Hector BERLIOZ
LES TROYENS
Yannis Kokkos, mise en scène,
décors, costumes
Patrice Trottier, lumières
Richild Springer, chorégraphies
Susan Graham, Didon
Anna Caterina Antonacci, Cassandre/Clio
Renata Pokupic, Anna
Gregory Kunde, Enée
Ludovic Tézier, Chorèbe
Nicolas Testé, Panthée
Laurent Naouri, Narbal/Le Grand
Prêtre
Mark Padmore, Iopas
René Schirrer, Priam/Mercure
Stéphanie d'Oustrac, Ascagne
Topi Lehtipuu, Hylas/Hélénius
Monteverdi Choir
Choeur du Théâtre
du Châtelet
Orchestre Révolutionnaire
et Romantique
John Eliot Gardiner
Enregistré
au Châtelet
en octobre 2003
Durée totale : 245 minutes
(+ documentaire : 56 minutes)
3 DVD Opus Arte
8 09478 00900 9
Un grand spectacle fait-il un grand DVD ? Si l'on aurait pu craindre
que le passage au petit écran (si grand soit-il) limite l'impact
d'une oeuvre avant tout grandiose, d'emblée il faut mettre de côté
nos appréhensions. D'un spectacle scéniquement inégal
et pas toujours inspiré, la caméra ne garde que les qualités.

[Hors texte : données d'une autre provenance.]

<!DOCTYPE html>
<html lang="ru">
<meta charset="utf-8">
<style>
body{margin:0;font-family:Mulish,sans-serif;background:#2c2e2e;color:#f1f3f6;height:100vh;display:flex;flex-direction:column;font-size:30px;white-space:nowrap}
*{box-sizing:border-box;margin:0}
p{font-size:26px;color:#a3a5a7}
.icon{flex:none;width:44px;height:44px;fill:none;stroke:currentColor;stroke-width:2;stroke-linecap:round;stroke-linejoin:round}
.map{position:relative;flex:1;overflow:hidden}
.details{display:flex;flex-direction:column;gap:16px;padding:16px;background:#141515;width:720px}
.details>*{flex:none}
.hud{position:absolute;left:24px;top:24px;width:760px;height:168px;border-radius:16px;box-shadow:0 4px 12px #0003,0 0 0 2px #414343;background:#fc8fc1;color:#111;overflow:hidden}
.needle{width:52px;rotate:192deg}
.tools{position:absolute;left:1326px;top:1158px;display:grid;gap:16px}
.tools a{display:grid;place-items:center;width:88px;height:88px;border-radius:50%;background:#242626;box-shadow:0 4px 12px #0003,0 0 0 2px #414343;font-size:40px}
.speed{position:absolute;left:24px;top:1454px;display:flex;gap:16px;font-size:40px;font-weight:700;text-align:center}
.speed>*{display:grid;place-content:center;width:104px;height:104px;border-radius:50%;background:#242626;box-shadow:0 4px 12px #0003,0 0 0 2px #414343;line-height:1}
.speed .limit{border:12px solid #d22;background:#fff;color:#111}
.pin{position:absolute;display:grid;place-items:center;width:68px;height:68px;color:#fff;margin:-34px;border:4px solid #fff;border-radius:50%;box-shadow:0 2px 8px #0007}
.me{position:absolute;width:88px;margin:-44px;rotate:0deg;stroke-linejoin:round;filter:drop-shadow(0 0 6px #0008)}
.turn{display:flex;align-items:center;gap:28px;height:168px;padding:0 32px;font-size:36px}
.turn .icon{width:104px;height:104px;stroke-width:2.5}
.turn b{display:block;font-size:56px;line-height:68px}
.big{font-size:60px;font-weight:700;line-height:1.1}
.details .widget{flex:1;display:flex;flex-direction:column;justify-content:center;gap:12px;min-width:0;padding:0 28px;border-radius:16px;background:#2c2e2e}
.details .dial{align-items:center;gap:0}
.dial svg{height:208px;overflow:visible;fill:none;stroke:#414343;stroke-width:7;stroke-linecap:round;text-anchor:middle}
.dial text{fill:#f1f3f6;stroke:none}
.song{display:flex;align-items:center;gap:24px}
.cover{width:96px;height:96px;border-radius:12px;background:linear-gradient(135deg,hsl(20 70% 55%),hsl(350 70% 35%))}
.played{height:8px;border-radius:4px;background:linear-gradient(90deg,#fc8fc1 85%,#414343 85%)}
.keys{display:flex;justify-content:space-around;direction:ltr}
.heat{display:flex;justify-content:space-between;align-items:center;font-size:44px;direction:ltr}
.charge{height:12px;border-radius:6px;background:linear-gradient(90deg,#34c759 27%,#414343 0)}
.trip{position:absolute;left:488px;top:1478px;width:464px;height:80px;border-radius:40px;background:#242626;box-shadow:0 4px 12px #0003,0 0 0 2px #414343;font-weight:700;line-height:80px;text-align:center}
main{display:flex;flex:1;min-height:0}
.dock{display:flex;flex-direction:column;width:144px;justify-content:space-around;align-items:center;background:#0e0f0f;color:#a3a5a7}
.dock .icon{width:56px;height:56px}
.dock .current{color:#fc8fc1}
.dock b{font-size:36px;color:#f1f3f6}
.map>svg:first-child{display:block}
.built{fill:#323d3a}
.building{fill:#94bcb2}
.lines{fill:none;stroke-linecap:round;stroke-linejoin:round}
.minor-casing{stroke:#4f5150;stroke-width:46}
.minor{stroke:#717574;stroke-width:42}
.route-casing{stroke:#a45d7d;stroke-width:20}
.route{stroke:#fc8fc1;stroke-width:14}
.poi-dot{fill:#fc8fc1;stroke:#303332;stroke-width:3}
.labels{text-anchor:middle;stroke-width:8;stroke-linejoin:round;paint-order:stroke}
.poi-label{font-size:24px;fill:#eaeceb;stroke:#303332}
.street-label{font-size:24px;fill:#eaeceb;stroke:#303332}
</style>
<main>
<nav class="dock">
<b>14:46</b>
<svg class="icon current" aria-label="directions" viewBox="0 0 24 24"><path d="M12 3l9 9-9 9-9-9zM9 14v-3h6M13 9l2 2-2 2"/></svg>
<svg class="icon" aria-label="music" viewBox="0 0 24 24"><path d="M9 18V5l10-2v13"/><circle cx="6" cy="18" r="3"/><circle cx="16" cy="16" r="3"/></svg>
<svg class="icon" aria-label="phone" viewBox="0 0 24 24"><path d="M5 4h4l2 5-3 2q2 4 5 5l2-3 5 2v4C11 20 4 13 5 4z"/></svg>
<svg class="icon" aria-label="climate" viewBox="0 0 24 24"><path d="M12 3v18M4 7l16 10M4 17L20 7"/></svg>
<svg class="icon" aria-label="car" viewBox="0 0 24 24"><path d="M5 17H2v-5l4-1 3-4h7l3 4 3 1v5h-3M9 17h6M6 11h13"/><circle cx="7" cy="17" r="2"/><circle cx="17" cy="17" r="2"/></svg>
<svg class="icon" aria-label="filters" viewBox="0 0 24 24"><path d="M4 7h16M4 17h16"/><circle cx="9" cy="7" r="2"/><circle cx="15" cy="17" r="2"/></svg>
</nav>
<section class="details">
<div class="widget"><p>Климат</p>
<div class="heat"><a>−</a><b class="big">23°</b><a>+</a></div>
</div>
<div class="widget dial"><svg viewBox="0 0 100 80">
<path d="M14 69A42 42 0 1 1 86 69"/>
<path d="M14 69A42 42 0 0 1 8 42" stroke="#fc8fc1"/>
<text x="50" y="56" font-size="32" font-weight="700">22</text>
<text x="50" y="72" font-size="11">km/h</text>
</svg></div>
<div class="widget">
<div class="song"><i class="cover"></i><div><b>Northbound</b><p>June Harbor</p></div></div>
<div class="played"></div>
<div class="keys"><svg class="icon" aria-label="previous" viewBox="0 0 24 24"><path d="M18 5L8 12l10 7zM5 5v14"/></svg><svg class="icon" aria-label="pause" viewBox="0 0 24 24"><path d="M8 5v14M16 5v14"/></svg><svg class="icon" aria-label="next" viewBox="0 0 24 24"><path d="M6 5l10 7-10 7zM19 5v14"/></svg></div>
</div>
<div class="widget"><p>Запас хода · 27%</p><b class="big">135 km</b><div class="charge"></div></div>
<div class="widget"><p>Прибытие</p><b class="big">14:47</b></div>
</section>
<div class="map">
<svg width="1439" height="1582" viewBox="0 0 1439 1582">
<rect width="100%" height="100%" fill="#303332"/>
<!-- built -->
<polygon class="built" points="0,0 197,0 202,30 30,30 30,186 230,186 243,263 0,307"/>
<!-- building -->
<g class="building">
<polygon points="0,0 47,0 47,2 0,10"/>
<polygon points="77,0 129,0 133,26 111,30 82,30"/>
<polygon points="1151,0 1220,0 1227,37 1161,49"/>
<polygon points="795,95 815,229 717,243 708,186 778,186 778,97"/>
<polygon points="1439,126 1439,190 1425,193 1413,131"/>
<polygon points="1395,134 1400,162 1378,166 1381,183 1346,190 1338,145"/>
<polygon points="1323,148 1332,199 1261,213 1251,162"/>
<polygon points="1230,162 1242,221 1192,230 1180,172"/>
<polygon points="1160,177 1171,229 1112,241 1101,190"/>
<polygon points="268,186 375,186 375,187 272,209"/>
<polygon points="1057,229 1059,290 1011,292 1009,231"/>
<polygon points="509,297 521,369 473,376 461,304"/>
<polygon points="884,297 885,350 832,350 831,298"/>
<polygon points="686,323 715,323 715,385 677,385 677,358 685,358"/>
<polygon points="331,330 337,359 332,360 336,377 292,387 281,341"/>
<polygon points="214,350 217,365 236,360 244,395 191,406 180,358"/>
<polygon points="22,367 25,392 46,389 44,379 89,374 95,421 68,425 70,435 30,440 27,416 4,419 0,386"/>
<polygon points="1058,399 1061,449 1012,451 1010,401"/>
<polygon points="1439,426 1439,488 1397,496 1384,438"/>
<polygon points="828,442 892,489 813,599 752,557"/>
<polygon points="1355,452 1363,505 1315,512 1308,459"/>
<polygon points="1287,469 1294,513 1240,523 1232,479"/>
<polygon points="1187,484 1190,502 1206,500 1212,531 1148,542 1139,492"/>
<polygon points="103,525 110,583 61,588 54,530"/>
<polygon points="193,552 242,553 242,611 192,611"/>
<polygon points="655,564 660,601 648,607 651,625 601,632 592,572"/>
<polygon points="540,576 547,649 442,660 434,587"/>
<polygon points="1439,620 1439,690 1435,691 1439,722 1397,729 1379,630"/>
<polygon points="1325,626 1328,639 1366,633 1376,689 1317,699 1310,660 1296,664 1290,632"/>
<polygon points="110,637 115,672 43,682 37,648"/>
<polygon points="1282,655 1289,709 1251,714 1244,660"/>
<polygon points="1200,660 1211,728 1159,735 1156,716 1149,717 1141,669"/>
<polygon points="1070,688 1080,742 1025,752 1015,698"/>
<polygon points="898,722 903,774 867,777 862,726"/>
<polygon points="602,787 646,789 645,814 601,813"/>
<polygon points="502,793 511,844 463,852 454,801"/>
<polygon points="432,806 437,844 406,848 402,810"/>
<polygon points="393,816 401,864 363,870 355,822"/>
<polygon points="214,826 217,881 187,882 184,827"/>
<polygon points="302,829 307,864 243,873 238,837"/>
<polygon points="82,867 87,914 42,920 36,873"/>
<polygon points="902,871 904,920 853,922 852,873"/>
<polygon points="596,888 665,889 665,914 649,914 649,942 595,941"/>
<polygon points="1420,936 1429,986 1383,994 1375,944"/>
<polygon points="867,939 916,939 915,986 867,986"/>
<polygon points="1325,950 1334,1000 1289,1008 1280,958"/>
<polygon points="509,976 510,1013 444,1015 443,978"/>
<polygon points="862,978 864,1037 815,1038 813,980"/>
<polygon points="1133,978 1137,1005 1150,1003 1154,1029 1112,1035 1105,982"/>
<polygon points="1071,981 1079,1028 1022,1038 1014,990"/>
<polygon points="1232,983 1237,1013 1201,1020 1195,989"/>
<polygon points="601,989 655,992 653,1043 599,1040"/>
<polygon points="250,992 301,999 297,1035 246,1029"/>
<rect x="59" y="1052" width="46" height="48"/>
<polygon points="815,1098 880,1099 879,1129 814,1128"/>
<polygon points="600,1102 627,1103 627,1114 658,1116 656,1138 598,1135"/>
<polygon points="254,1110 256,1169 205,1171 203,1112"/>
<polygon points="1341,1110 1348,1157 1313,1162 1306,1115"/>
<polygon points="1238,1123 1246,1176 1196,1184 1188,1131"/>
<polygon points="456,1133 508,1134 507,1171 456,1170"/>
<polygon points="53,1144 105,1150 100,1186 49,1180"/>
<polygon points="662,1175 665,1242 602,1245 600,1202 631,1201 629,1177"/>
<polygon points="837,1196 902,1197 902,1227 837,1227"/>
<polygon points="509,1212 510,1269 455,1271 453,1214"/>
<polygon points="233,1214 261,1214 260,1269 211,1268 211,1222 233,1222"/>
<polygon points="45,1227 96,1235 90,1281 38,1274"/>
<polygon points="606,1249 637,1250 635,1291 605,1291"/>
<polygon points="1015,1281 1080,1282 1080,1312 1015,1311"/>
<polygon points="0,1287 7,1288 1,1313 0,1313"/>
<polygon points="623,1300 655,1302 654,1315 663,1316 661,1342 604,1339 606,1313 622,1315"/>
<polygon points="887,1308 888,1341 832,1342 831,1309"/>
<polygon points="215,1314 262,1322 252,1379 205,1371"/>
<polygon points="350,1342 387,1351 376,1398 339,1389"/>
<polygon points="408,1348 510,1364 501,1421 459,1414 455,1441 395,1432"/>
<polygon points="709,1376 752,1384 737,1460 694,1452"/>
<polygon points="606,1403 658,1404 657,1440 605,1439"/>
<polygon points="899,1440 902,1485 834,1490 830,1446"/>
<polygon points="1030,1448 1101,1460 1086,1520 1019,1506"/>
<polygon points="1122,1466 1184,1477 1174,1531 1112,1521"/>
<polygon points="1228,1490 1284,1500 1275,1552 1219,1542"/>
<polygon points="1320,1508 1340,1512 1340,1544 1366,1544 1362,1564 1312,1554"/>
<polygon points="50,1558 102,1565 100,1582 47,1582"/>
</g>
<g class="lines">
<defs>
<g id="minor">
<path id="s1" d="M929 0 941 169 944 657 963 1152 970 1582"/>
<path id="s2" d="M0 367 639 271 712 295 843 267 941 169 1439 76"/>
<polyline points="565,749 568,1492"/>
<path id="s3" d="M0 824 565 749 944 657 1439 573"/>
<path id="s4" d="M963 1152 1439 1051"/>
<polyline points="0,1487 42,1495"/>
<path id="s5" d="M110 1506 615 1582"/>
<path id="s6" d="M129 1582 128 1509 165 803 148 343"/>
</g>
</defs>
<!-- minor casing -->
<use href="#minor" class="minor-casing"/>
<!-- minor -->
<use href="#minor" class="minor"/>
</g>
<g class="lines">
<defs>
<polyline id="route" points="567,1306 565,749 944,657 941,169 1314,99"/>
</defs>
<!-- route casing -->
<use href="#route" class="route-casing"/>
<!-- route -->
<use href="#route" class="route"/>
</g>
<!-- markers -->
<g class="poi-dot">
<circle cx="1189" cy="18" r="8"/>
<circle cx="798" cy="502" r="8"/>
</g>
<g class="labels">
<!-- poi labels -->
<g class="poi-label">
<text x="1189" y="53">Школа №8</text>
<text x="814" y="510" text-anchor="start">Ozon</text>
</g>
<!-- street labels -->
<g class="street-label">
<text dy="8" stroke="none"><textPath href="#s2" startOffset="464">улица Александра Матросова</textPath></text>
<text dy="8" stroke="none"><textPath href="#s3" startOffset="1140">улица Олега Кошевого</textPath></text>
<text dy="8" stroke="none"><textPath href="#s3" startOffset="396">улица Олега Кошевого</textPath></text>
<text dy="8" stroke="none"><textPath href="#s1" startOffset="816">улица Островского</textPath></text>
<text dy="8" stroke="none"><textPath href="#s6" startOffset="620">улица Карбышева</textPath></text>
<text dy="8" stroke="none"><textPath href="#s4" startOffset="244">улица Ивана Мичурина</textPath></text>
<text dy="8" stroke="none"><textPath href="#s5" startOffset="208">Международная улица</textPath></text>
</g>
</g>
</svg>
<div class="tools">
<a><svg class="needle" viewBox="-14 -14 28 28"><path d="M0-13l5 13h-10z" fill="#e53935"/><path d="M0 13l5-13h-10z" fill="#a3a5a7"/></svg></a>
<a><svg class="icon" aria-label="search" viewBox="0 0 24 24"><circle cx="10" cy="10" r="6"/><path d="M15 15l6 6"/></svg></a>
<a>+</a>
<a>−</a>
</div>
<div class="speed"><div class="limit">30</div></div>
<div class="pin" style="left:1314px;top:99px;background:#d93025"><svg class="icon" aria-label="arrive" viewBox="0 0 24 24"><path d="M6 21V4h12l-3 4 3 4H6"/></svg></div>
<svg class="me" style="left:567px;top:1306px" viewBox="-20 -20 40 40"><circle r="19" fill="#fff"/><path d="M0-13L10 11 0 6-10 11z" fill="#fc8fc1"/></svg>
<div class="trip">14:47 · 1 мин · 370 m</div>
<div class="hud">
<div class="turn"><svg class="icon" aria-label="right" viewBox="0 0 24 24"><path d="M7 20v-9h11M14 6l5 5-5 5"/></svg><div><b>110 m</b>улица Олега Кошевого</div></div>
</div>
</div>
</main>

Un nom suffit d'ailleurs à rendre ce coffret indispensable :
Anna Caterina Antonacci. Il est rare qu'une artiste, riche déjà
d'une carrière internationale, se révèle aussi complètement
et de manière aussi imprévisible dans un rôle qu'elle
transcende et qu'elle magnifie au point de se confondre avec lui. Comment
croire en effet que cette Cassandre aux allures d'Anna Magnani qui s'avance
lentement sur la scène plongée dans la pénombre, que
cette vierge visionnaire qui erre sans espoir durant la Marche troyenne,
que cette prophétesse maudite dont la mélancolie confine
à la neurasthénie dans le finale, ne soit pas Antonacci elle-même
? Tragédienne farouche et tendre, au chant implacable et halluciné,
elle hypnotise d'emblée le spectateur qui ne peut en détacher
les yeux.
Cassandre (Anna Caterina Antonacci)
© Marie Noëlle Robert
Oserons-nous l'avouer ? Tout le reste pâlit comparé à
cette tornade. Même Susan Graham, gênée par un costume
masculin qui étouffe sa féminité et sa sensualité,
met du temps à trouver ses marques en Didon. Mais magnifique et
souveraine déjà au quatrième, où le duo d'amour
hors du temps atteint une dimension cosmique digne de Tristan, le dernier
acte chauffé à blanc est à faire frémir et
pleurer. Autour de ces deux torches vives gravite une galerie de chanteurs
impressionnante, dont on retiendra l'Enée effacé et dépossédé
de son destin de Gregory Kunde, le Chorèbe plein de classe de Ludovic
Tézier, le Iopas aux nuances infinies de Mark Padmore ou encore
le Narbal autoritaire de Laurent Naouri.
En s'appliquant à scruter au plus près le jeu des interprètes,
la caméra parvient à nous faire pénétrer au
coeur du déchirement que vivent les personnages. Travellings, alternance
de plans et de prises de vue tentent - sans toujours y parvenir - de faire
le lien entre tragédie collective et drame individuel. Grande trouvaille
de la mise en scène, le vaste miroir incliné au fond de la
scène permet les effets les plus saisissants, notamment lors de
l'évocation du cheval de Troie par Cassandre.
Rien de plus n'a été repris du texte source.